Objeto de culto instantáneo, en el programa estaba prefigurado lo que ahora nos parece habitual: la era dorada de la televisión, la de Breaking Bad y las alucinaciones de Mr. Robot, la de la trama incoherente que escapa hacia delante al modo de Lost y la idea del showrunner como una estrella de rock. De hecho, los capítulos exhibidos el lunes en el debut de la nueva temporada dan cuenta de ello. Uno es la vuelta a la conspiración y, el otro, al caso freak de la semana. Y sí, Mulder y Scully siguen ahí. Están más viejos y locos pero siguen unidos por las mismas dudas, atados a las mismas miradas cómplices. Pero también está lo que esperábamos: platillos voladores, abducciones, asesinatos masivos, cadáveres de extraterrestres, rayos láser, científicos locos y Mulder hablando y delirando, y Scully escuchando paciente mientras el horror se desata en la inmediaciones.

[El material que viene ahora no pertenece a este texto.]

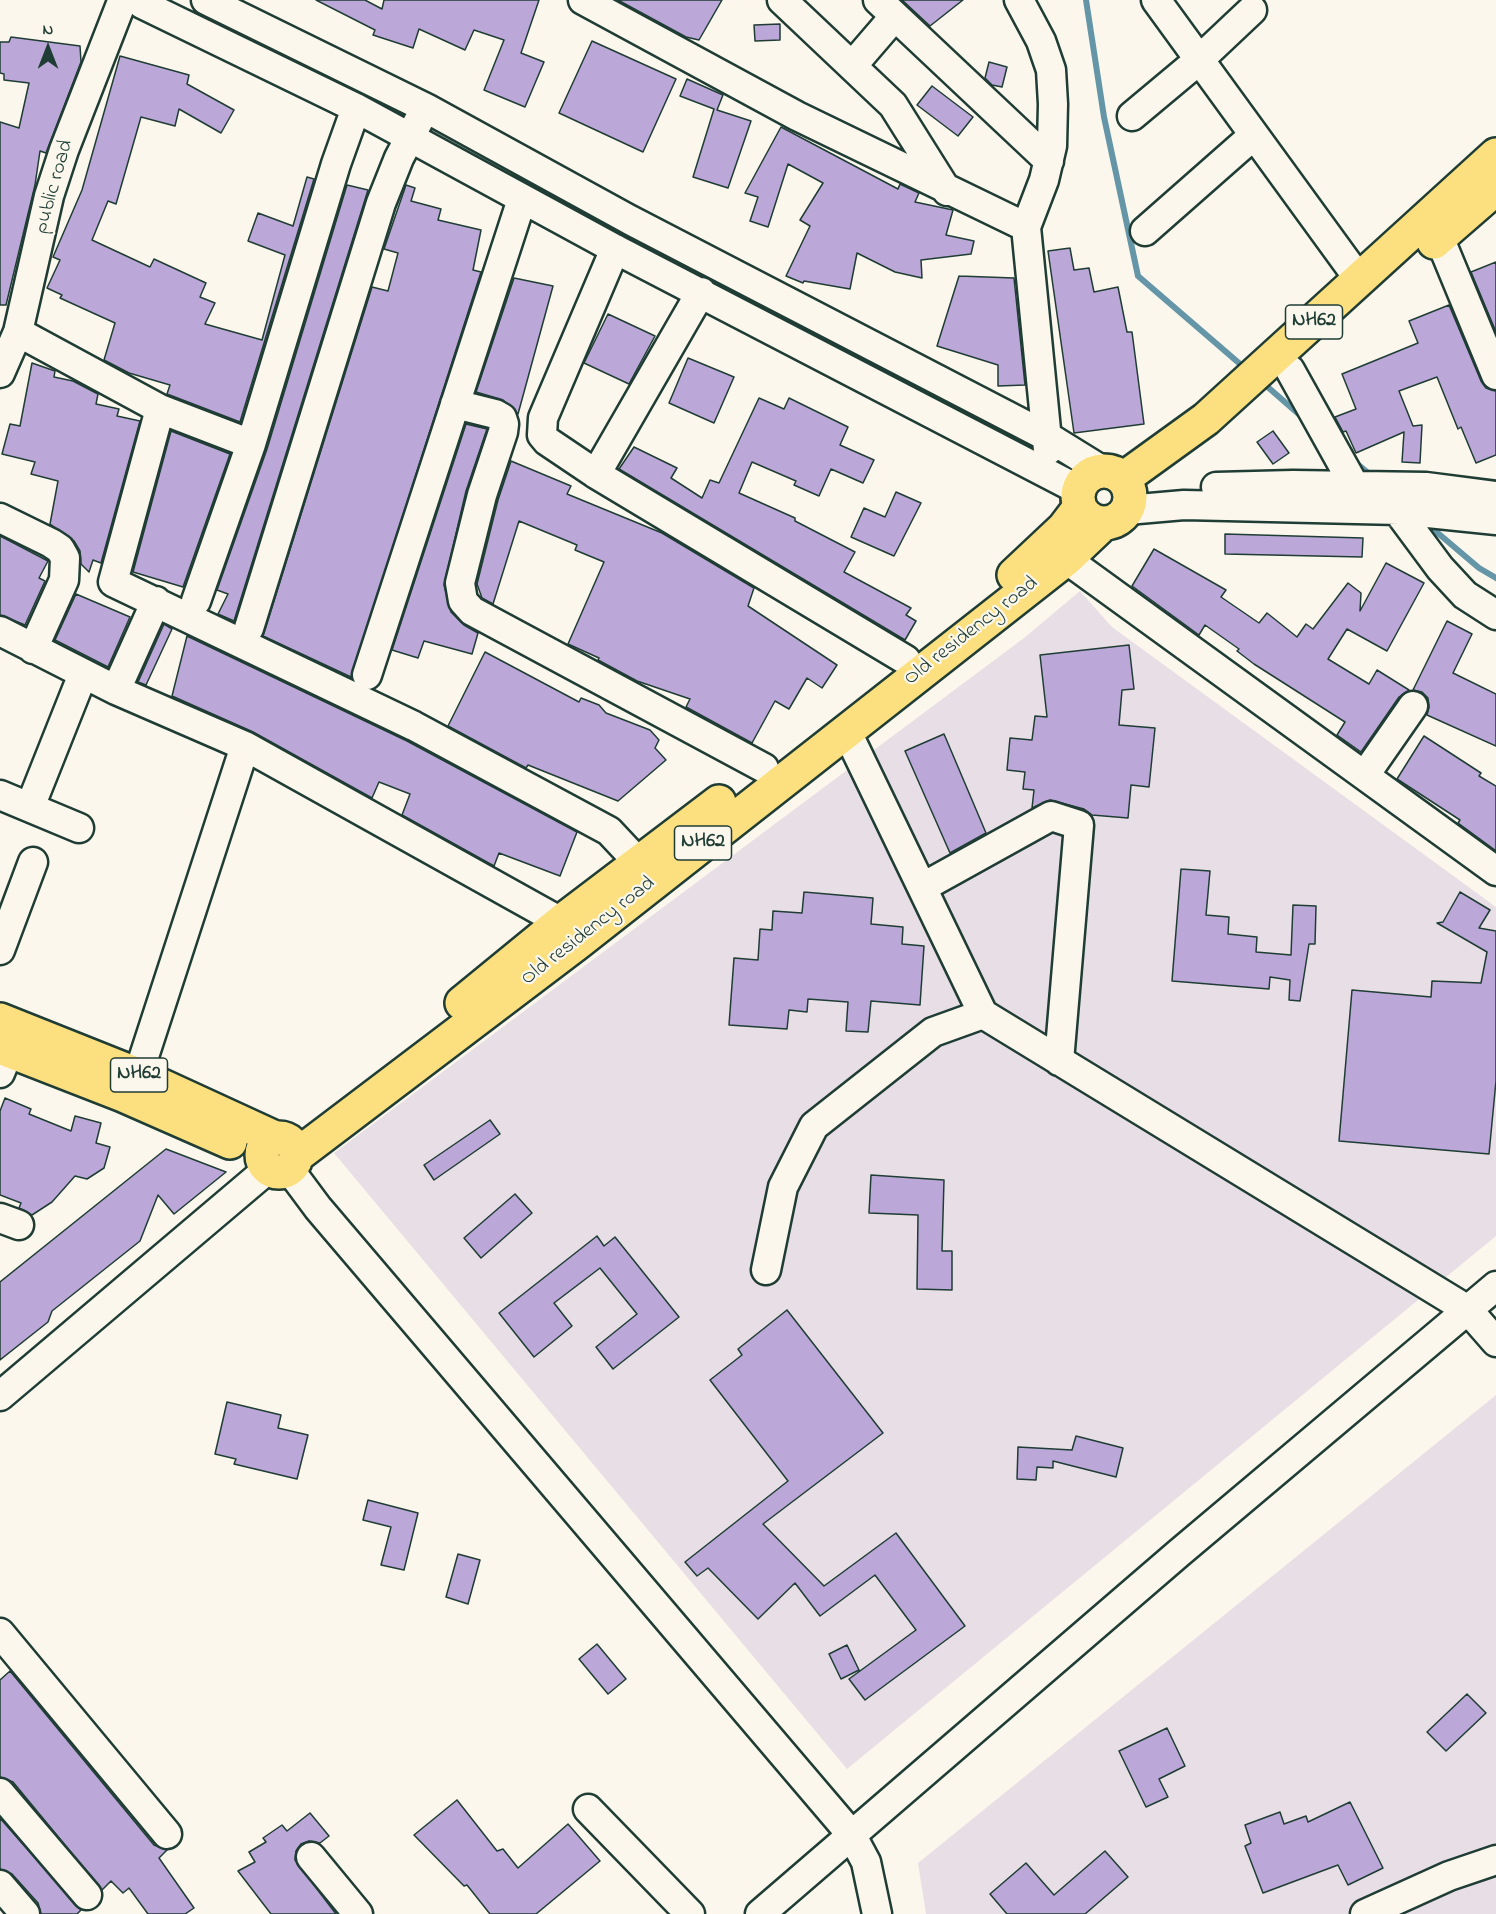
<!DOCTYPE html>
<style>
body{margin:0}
#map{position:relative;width:1496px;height:1914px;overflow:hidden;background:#fbf7ec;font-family:"Indie Flower",sans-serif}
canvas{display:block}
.north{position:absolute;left:18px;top:18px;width:60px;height:60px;-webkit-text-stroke:4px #fbf7ec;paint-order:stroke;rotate:0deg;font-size:16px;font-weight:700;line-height:24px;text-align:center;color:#1f3d34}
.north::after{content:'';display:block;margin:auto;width:21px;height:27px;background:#1f3d34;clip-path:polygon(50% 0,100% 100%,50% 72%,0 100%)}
</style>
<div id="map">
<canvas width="1496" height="1914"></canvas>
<div class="north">N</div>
</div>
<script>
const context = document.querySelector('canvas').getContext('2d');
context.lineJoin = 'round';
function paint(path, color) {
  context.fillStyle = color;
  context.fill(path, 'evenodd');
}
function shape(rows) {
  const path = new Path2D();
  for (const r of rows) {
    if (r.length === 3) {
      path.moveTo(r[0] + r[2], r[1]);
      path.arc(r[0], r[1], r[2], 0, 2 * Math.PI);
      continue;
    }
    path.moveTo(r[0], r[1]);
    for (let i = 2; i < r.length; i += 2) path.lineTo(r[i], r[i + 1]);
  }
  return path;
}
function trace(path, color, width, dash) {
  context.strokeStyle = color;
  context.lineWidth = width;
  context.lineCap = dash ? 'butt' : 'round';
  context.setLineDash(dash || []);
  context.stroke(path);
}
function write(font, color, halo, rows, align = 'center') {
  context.font = font + ' "Indie Flower",sans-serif';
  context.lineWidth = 4.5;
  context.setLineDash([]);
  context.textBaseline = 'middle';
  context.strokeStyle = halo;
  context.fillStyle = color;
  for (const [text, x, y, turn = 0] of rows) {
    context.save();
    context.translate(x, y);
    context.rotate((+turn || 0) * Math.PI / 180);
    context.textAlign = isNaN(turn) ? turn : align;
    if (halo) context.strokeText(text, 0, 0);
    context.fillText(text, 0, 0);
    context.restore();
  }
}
const built = shape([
 [1080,591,1112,627,1496,907,1496,1236,847,1769,334,1153,1024,638],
 [1496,1395,1496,1914,926,1914,918,1863]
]);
const stream = shape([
 [1086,0,1104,117,1138,276,1247,370],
 [1262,382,1302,417],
 [1355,462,1373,477],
 [1426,523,1479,568,1496,578]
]);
const building = shape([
 [316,0,365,0,382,9,384,0,539,0,521,53,544,62,525,107,484,90,504,40,474,30,465,50,419,29,413,48,373,35,375,30,316,0],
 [618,0,722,0,699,40,686,37,618,0],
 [902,0,963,0,930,26,902,0],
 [780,24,780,40,755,41,754,25,780,24],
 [11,37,80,46,81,62,46,153,40,151,35,185,6,305,0,305,0,122,19,128,29,83,4,80,4,74,0,73,0,42,9,42,11,37],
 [592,41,676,79,643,152,559,113,592,41],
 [120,56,189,75,187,84,234,110,221,133,179,109,175,126,141,117,116,204,108,201,92,240,150,267,154,259,206,283,200,297,215,303,205,324,262,340,285,255,248,241,258,213,293,226,307,177,314,179,240,422,167,394,170,385,129,373,104,360,115,323,60,298,62,295,47,288,60,260,53,257,82,190,120,56],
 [989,62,1007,67,1002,87,992,85,985,78,989,62],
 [687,79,723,95,717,110,751,121,728,188,693,177,714,109,680,96,687,79],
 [932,86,973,117,958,136,917,105,932,86],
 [781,127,898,189,900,184,919,193,915,202,953,210,946,235,974,241,971,254,921,260,922,278,895,272,857,253,850,289,804,281,803,283,786,276,810,226,800,220,823,183,788,164,768,227,750,221,758,197,745,193,781,127],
 [347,185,368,190,234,621,218,614,228,594,217,590,267,449,347,185],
 [406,185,415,188,411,201,441,209,438,220,481,230,473,270,481,272,351,677,263,636,372,287,388,291,398,253,384,249,406,185],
 [1070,248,1074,270,1089,268,1094,292,1118,287,1127,332,1132,332,1144,424,1074,433,1048,251,1070,248],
 [1496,262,1496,332,1471,272,1496,262],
 [959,276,1014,278,1025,385,998,386,998,365,937,346,959,276],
 [514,278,553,286,518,414,503,400,476,392,514,278],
 [1449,305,1481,381,1486,388,1496,391,1496,455,1476,463,1461,427,1458,429,1437,377,1399,391,1413,426,1422,425,1420,463,1402,462,1404,432,1356,453,1346,431,1343,432,1335,417,1356,409,1342,374,1418,343,1409,321,1449,305],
 [608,314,655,336,629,384,584,363,608,314],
 [688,358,734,377,714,423,669,403,688,358],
 [32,363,55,371,54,377,73,381,98,394,96,404,119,409,117,416,140,421,101,563,93,560,89,572,81,564,80,551,74,541,50,524,58,481,31,474,35,462,2,454,10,424,20,426,32,363],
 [759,398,784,409,789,398,848,427,840,445,874,460,863,483,831,469,819,496,794,485,796,481,752,462,739,493,795,518,795,521,855,552,844,572,911,608,906,615,916,621,905,640,619,469,634,447,677,468,671,478,702,498,710,480,719,483,759,398],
 [466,424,487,429,466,491,444,585,451,612,464,625,478,633,472,654,424,641,418,658,392,650,466,424],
 [171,431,230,454,183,587,133,572,171,431],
 [1273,431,1289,453,1273,464,1257,442,1273,431],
 [511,461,571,486,567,494,662,533,754,588,748,606,837,665,822,688,807,678,789,709,775,701,752,743,686,707,690,699,637,681,598,660,599,658,568,644,604,562,575,550,577,545,519,521,493,604,482,598,477,584,498,500,511,461],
 [896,492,921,503,894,556,851,537,864,508,885,517,896,492],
 [1225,534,1363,538,1362,557,1225,554,1225,534],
 [0,536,48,561,39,578,45,581,25,625,0,615,0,536],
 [1154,549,1226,590,1221,597,1259,623,1267,613,1297,637,1306,624,1313,629,1348,583,1361,593,1360,611,1386,563,1424,583,1387,651,1347,629,1328,659,1369,684,1377,670,1409,690,1399,697,1361,752,1337,735,1345,722,1254,664,1237,651,1239,649,1205,625,1199,635,1132,586,1154,549],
 [76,594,130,617,108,667,55,640,76,594],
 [1447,621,1472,634,1453,673,1496,694,1496,746,1427,715,1429,707,1428,698,1422,692,1413,690,1447,621],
 [164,624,172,629,146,685,138,682,164,624],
 [187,636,407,741,577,832,560,876,499,853,494,866,402,815,410,794,379,782,372,798,253,732,172,696,187,636],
 [1129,645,1134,689,1122,690,1119,725,1155,728,1149,787,1131,785,1128,818,1092,815,1084,809,1050,800,1032,808,1034,790,1023,789,1025,772,1007,770,1010,738,1032,740,1035,716,1047,717,1040,655,1129,645],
 [485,652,579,702,581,698,599,705,606,713,650,730,659,740,655,748,666,760,618,801,528,765,526,768,448,726,485,652],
 [944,734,986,833,950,853,905,751,944,734],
 [1424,736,1481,773,1479,776,1496,786,1496,851,1458,823,1460,820,1397,779,1424,736],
 [1181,869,1210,871,1206,915,1229,917,1228,934,1257,937,1256,952,1291,955,1293,905,1316,906,1315,944,1309,944,1300,1001,1289,1000,1290,980,1270,977,1269,989,1172,981,1181,869],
 [804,892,873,898,871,924,903,927,902,944,924,946,920,1005,871,1001,868,1032,846,1031,848,1002,808,999,807,1012,789,1010,787,1029,729,1025,734,958,758,960,760,929,772,930,773,911,802,913,804,892],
 [1460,892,1490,910,1479,928,1496,931,1496,1081,1489,1154,1339,1141,1352,990,1431,997,1432,981,1481,983,1487,952,1437,923,1443,922,1460,892],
 [5,1098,31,1109,29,1114,71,1131,75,1116,101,1123,96,1143,110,1147,104,1168,87,1179,75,1176,52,1202,32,1215,19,1208,21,1203,0,1195,0,1111,5,1098],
 [490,1120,500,1134,434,1180,424,1165,490,1120],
 [166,1149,226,1172,174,1214,158,1195,140,1241,52,1311,48,1322,0,1360,0,1282,166,1149],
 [871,1175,944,1180,942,1251,952,1251,952,1290,917,1289,918,1215,869,1213,871,1175],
 [515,1194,532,1213,481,1258,464,1238,515,1194],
 [597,1236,604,1246,615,1237,679,1317,613,1369,596,1347,637,1314,600,1268,554,1303,572,1326,534,1357,499,1313,597,1236],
 [787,1310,883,1433,763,1524,824,1586,896,1533,965,1626,865,1700,849,1679,916,1630,875,1575,820,1616,795,1583,758,1619,708,1568,697,1576,685,1562,788,1481,710,1380,742,1355,738,1349,787,1310],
 [227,1402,281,1415,278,1428,308,1435,297,1479,234,1464,236,1459,215,1454,227,1402],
 [1076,1436,1123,1448,1116,1477,1053,1461,1053,1468,1037,1467,1036,1480,1017,1479,1018,1447,1072,1450,1076,1436],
 [368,1500,418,1513,404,1570,381,1565,391,1527,363,1520,368,1500],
 [458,1554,480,1560,468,1604,446,1597,458,1554],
 [597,1644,626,1679,608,1694,579,1659,597,1644],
 [847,1645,859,1670,841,1679,829,1654,847,1645],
 [10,1671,154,1845,167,1850,159,1858,194,1908,185,1914,148,1914,129,1888,123,1893,111,1881,102,1890,13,1782,0,1777,0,1680,10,1671],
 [1467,1694,1486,1713,1446,1751,1427,1732,1467,1694],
 [1167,1728,1185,1766,1159,1779,1168,1797,1146,1807,1119,1751,1167,1728],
 [457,1800,497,1851,503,1849,518,1868,568,1824,600,1861,536,1914,490,1914,467,1885,464,1886,414,1835,457,1800],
 [1350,1802,1383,1868,1348,1885,1338,1865,1263,1893,1245,1846,1251,1843,1245,1825,1280,1812,1284,1824,1306,1816,1308,1822,1350,1802],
 [310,1813,329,1836,320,1843,309,1841,301,1844,296,1851,295,1860,336,1914,271,1914,238,1871,255,1862,249,1852,266,1842,263,1838,282,1825,287,1831,310,1813],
 [0,1818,81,1910,77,1914,41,1914,38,1903,12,1874,0,1869,0,1818],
 [1105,1851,1128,1877,1085,1914,1007,1914,990,1894,1026,1863,1054,1895,1105,1851]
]);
const minor = shape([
 [206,0,426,108,630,220,1048,437,1103,471],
 [583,0,797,116,1026,227],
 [782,0,893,105,947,191],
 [878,0,1049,161],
 [1019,0,1041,41,1051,70,1053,104,1052,146,1044,180,1026,227,1048,450],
 [1156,0,1359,279],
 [142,4,356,108,615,249,1079,490],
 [852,66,895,16],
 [1132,116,1199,60,1252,10],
 [1145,231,1254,135],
 [1439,237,1496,375],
 [615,249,543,418,542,435,547,441,596,474,906,660],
 [18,332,160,409,251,444],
 [1290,370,1354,485],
 [0,373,18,332,49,196,64,150,121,4],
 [455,404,495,414,502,418,504,424,503,432,482,495,460,583,463,601,472,611,764,768],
 [160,409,113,582,414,726,609,831,639,863],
 [596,474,701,292],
 [1216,487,1293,485,1426,487,1496,496],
 [1127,510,1184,505,1399,510,1496,520],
 [1397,510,1440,568,1465,595,1496,615],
 [0,518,51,543,60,549,65,558,64,580,33,649],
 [1066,559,1496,871],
 [196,601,251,444,336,164,356,108],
 [249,628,381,203,399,158,419,120],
 [0,631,116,690,245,746,561,922],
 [367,675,522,199],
 [116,690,156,601],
 [846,730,983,1014,1468,1310,1496,1342],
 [1365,775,1413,706],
 [0,795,79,828],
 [30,807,83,674],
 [923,887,1051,816,1079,825,1059,1061],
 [0,950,33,862],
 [0,1073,9,1051],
 [138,1075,245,746],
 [289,1169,318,1208,851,1834,866,1862,877,1914],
 [0,1218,19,1225],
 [766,1270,783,1187,814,1126,933,1032,983,1014],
 [0,1396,268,1169],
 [0,1633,167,1834],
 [0,1793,87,1895],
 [588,1809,690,1914],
 [311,1857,358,1914],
 [0,1885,25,1914],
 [760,1914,1179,1553,1496,1286],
 [1365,1914,1449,1876,1496,1860]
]);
const highway = shape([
 [1434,242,1496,188],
 [1104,497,26],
 [1123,479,1206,419,1496,155],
 [1014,575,1064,528,1080,507],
 [462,1003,561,922,719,802],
 [0,1020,138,1075,275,1138],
 [0,1047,123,1095,230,1142],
 [279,1155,17],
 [296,1156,577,943,1066,559,1104,523]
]);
const shields = [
 [1314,322,57],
 [703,843,57],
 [139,1075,57]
];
const shieldNames = [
 ["NH62",1314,322],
 ["NH62",703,843],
 ["NH62",139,1075]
];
const streetNames = [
 ["public road",55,187,-74],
 ["Old residency road",972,632,-38],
 ["Old residency road",589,932,-38]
];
paint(built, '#e8dfe6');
trace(stream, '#6596a8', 6);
paint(building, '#bba8d8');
trace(building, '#1f3d34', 1.5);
trace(minor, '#1f3d34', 33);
trace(highway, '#1f3d34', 38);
trace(minor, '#fbf7ec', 28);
trace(highway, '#fce080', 33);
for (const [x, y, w] of shields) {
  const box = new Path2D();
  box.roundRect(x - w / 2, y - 17, w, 34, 4.5);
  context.fillStyle = '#fbf7ec';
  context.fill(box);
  trace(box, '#1f3d34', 1.5);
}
write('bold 20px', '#1f3d34', null, shieldNames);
write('21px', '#1f3d34', '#fbf7ec', streetNames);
</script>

Pero todo está realizado sin estridencia. Episodios como “My struggle” (escrito y dirigido por Carter), como “Founder’s mutation” (a cargo de James Wong, otro clásico del equipo) son conscientes de su condición paródica; los catorce años entre el final y el regreso de la serie no han pasado en vano. Así, Mulder suena tan alucinado como siempre; es la historia del mundo la que lo ha dejado fuera. Si antes era un héroe oscuro, ahora es una suerte de William Burroughs que existe a destiempo, una conciencia anacrónica y sin lugar en un presente de redes sociales y celebridades instantáneas. “Mi vida se convirtió en el remate de un chiste”, dice en un momento, y es esa falta de autocomplacencia la que define al programa, que asume con felicidad su condición psicotrónica mientras vuelve a sus fórmulas predilectas: historias de terror marcadas por la sospecha de que es el Estado quien inventa las pesadillas de sus ciudadanos. El mensaje está más claro que nunca; ya no hay aliens sino drones, la sociedad de la libertad es la sociedad del control, las pesadillas de Franz Kafka y David Icke son ciertas. Que aquel mensaje venga de un puñado de sobrevivientes de los 90 no deja de ser paradójico. Al diablo el vintage. Son fantasmas persiguiendo más fantasmas, todos héroes de un relato donde la cultura pop procesa lo contemporáneo por medio de un apunte hecho con monstruos y maravillas, lleno —como siempre— de ideas delirantes e imágenes asombrosas.